The California Charter Schools Association has launched a public-awareness campaign and grant-making initiative designed to significantly increase the number of parents who have access to charter schools in their neighborhoods.
As part of its “My School” campaign, the Los Angeles-based association this month announced efforts to seed and support new charter schools in cities around the state. The High-Quality Charter Grant program will provide $8 million in private money to community groups wanting to open charter schools in the Fresno, Los Angeles, Oakland, Sacramento, and San Diego school districts.
That money, most of it from the Bentonville, Ark.-based Walton Family Foundation, is on top of $3.9 million that the state recently received from the federal government to launch charter schools statewide.
Next month, the association also plans to launch the California Charter Building Fund, which will provide below-market loans to help 25 charter schools buy facilities. The fund was started with $10 million in federal money the association received, and so far has grown to $50 million.
The public-awareness initiative includes an interactive Web site featuring a map of California that displays the state’s roughly 600 existing charter schools, which are publicly financed but largely independent schools that serve about 220,000 students statewide. The site is designed to help parents find charter schools near their homes. The association’s goal is to reach more than 300,000 parents through the campaign.
Workshops Planned
The association will also offer a series of “How to Start a Charter School” workshops and direct assistance to communities. That work will support the start-up of 65 new charter schools.

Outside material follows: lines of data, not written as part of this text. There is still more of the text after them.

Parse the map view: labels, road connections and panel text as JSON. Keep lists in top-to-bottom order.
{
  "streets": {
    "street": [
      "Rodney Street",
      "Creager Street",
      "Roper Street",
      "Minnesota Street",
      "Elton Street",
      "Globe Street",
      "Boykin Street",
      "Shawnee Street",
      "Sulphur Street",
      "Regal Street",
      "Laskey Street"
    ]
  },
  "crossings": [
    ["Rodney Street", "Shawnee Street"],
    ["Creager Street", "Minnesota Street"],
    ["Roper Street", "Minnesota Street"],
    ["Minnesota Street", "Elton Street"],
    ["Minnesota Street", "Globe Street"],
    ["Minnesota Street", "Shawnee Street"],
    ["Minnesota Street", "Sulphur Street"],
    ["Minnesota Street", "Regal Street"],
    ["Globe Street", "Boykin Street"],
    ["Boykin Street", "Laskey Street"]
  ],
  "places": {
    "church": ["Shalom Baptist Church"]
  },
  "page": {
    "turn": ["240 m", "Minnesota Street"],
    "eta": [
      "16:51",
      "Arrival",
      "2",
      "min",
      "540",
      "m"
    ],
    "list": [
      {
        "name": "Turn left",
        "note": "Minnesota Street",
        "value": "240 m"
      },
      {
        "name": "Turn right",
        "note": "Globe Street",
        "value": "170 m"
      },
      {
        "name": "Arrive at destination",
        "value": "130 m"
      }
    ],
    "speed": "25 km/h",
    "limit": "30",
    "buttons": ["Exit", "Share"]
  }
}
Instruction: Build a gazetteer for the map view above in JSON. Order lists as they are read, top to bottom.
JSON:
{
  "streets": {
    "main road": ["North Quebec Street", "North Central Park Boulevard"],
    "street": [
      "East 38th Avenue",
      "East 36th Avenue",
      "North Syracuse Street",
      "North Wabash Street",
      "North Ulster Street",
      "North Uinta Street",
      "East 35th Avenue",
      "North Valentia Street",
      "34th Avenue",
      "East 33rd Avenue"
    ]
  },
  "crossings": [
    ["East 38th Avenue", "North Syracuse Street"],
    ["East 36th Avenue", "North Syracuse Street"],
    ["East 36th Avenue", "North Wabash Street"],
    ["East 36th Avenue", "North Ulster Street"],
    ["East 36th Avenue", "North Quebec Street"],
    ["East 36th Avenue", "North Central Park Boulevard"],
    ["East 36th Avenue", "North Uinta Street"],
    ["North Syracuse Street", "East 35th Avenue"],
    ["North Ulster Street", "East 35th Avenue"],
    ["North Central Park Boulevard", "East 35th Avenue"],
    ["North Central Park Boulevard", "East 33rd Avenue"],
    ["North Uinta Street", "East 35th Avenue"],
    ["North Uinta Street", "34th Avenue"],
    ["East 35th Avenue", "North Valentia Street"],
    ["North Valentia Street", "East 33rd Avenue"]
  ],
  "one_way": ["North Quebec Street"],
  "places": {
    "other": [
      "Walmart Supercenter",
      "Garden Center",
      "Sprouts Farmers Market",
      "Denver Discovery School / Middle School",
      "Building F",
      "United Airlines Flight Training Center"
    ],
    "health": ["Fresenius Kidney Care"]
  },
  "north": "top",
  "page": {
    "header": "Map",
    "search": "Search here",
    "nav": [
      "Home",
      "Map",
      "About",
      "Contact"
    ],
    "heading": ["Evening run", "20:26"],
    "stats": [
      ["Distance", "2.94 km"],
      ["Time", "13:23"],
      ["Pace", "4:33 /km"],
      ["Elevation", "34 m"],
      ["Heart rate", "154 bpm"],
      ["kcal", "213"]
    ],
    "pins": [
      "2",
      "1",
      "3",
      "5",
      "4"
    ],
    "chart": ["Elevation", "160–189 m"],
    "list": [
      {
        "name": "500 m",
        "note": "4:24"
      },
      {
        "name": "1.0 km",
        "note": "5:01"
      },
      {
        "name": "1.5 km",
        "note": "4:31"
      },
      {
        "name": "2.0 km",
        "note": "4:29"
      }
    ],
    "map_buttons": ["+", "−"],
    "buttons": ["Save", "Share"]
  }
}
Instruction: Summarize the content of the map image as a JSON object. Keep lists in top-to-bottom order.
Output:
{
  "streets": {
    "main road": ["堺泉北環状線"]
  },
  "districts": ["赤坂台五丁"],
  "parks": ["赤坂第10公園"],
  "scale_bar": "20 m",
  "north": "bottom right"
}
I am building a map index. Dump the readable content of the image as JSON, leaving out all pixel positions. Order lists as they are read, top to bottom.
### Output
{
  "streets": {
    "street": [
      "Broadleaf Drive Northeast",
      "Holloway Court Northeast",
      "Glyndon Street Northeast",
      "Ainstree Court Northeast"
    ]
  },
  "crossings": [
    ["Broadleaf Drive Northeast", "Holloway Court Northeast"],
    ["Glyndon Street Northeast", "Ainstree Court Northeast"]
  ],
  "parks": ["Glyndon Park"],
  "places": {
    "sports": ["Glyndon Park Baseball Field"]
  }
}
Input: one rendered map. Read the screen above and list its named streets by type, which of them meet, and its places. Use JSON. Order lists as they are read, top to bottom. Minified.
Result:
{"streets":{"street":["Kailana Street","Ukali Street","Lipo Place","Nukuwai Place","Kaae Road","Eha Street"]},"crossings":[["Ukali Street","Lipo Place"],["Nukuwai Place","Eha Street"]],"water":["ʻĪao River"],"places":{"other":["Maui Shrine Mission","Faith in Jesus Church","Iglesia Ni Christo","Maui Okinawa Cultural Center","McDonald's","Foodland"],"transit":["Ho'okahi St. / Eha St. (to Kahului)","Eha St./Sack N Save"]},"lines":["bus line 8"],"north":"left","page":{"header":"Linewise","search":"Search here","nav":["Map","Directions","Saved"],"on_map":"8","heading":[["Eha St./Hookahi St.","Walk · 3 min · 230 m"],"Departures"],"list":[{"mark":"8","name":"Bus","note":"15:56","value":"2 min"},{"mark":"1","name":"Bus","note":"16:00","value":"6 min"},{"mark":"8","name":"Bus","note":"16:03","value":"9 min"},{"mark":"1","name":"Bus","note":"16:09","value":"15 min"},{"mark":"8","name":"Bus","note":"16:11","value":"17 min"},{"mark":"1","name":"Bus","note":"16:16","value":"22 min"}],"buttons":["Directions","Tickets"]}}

A “quality institute” is to provide expertise and mentoring to 40 newer charter schools.
The campaign, organizers say, grew in part out of a survey the association commissioned last year that showed that 78 percent of likely voters said giving parents the chance to choose the best public school for their children would improve the overall education system in the state.
California voters approved a $10 billion school bond issue Nov. 7 that will provide funding for additional charter schools. Gary L. Larson, the executive director of the association, said he expects about 30 new charter schools to be set up with some of that money.